Given data:
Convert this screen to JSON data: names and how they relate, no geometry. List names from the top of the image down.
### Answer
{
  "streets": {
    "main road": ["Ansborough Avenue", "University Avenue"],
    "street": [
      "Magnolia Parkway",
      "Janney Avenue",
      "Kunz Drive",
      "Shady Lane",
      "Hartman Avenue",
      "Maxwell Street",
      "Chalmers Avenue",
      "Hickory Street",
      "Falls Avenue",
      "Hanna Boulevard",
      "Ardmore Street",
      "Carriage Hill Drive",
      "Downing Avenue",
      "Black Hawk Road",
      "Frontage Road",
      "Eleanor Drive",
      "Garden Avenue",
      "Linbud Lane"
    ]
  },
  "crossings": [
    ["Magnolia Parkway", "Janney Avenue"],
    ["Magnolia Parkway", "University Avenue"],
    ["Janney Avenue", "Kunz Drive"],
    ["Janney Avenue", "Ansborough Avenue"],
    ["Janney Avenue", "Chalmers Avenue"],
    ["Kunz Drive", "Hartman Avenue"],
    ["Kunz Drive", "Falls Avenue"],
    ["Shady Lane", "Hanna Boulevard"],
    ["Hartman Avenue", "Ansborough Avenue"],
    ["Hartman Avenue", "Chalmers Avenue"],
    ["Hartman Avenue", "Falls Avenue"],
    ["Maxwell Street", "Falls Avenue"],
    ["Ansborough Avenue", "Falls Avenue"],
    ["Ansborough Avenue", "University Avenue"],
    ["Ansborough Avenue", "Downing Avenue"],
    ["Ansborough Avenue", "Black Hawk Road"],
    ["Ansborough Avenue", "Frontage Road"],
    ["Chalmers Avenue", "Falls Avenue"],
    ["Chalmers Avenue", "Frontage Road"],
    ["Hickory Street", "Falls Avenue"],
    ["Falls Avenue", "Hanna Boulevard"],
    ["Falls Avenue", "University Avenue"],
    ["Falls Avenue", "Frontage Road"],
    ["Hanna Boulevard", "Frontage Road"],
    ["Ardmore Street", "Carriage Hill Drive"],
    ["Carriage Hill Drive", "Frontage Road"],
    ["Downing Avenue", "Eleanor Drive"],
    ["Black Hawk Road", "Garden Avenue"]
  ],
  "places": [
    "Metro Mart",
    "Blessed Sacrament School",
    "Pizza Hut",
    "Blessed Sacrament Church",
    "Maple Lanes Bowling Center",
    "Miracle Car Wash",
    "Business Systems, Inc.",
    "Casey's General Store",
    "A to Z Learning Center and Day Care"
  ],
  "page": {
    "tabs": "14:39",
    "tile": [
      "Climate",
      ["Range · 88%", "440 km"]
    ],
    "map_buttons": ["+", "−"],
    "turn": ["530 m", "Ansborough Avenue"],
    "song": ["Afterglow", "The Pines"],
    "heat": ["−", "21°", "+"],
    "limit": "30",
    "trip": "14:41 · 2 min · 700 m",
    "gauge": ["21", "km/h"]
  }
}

Description of the task: When you answer, retype all of the material exactly as it appears above.

Answer to this task:
Convert this screen to JSON data: names and how they relate, no geometry. List names from the top of the image down.
### Answer
{
  "streets": {
    "main road": ["Ansborough Avenue", "University Avenue"],
    "street": [
      "Magnolia Parkway",
      "Janney Avenue",
      "Kunz Drive",
      "Shady Lane",
      "Hartman Avenue",
      "Maxwell Street",
      "Chalmers Avenue",
      "Hickory Street",
      "Falls Avenue",
      "Hanna Boulevard",
      "Ardmore Street",
      "Carriage Hill Drive",
      "Downing Avenue",
      "Black Hawk Road",
      "Frontage Road",
      "Eleanor Drive",
      "Garden Avenue",
      "Linbud Lane"
    ]
  },
  "crossings": [
    ["Magnolia Parkway", "Janney Avenue"],
    ["Magnolia Parkway", "University Avenue"],
    ["Janney Avenue", "Kunz Drive"],
    ["Janney Avenue", "Ansborough Avenue"],
    ["Janney Avenue", "Chalmers Avenue"],
    ["Kunz Drive", "Hartman Avenue"],
    ["Kunz Drive", "Falls Avenue"],
    ["Shady Lane", "Hanna Boulevard"],
    ["Hartman Avenue", "Ansborough Avenue"],
    ["Hartman Avenue", "Chalmers Avenue"],
    ["Hartman Avenue", "Falls Avenue"],
    ["Maxwell Street", "Falls Avenue"],
    ["Ansborough Avenue", "Falls Avenue"],
    ["Ansborough Avenue", "University Avenue"],
    ["Ansborough Avenue", "Downing Avenue"],
    ["Ansborough Avenue", "Black Hawk Road"],
    ["Ansborough Avenue", "Frontage Road"],
    ["Chalmers Avenue", "Falls Avenue"],
    ["Chalmers Avenue", "Frontage Road"],
    ["Hickory Street", "Falls Avenue"],
    ["Falls Avenue", "Hanna Boulevard"],
    ["Falls Avenue", "University Avenue"],
    ["Falls Avenue", "Frontage Road"],
    ["Hanna Boulevard", "Frontage Road"],
    ["Ardmore Street", "Carriage Hill Drive"],
    ["Carriage Hill Drive", "Frontage Road"],
    ["Downing Avenue", "Eleanor Drive"],
    ["Black Hawk Road", "Garden Avenue"]
  ],
  "places": [
    "Metro Mart",
    "Blessed Sacrament School",
    "Pizza Hut",
    "Blessed Sacrament Church",
    "Maple Lanes Bowling Center",
    "Miracle Car Wash",
    "Business Systems, Inc.",
    "Casey's General Store",
    "A to Z Learning Center and Day Care"
  ],
  "page": {
    "tabs": "14:39",
    "tile": [
      "Climate",
      ["Range · 88%", "440 km"]
    ],
    "map_buttons": ["+", "−"],
    "turn": ["530 m", "Ansborough Avenue"],
    "song": ["Afterglow", "The Pines"],
    "heat": ["−", "21°", "+"],
    "limit": "30",
    "trip": "14:41 · 2 min · 700 m",
    "gauge": ["21", "km/h"]
  }
}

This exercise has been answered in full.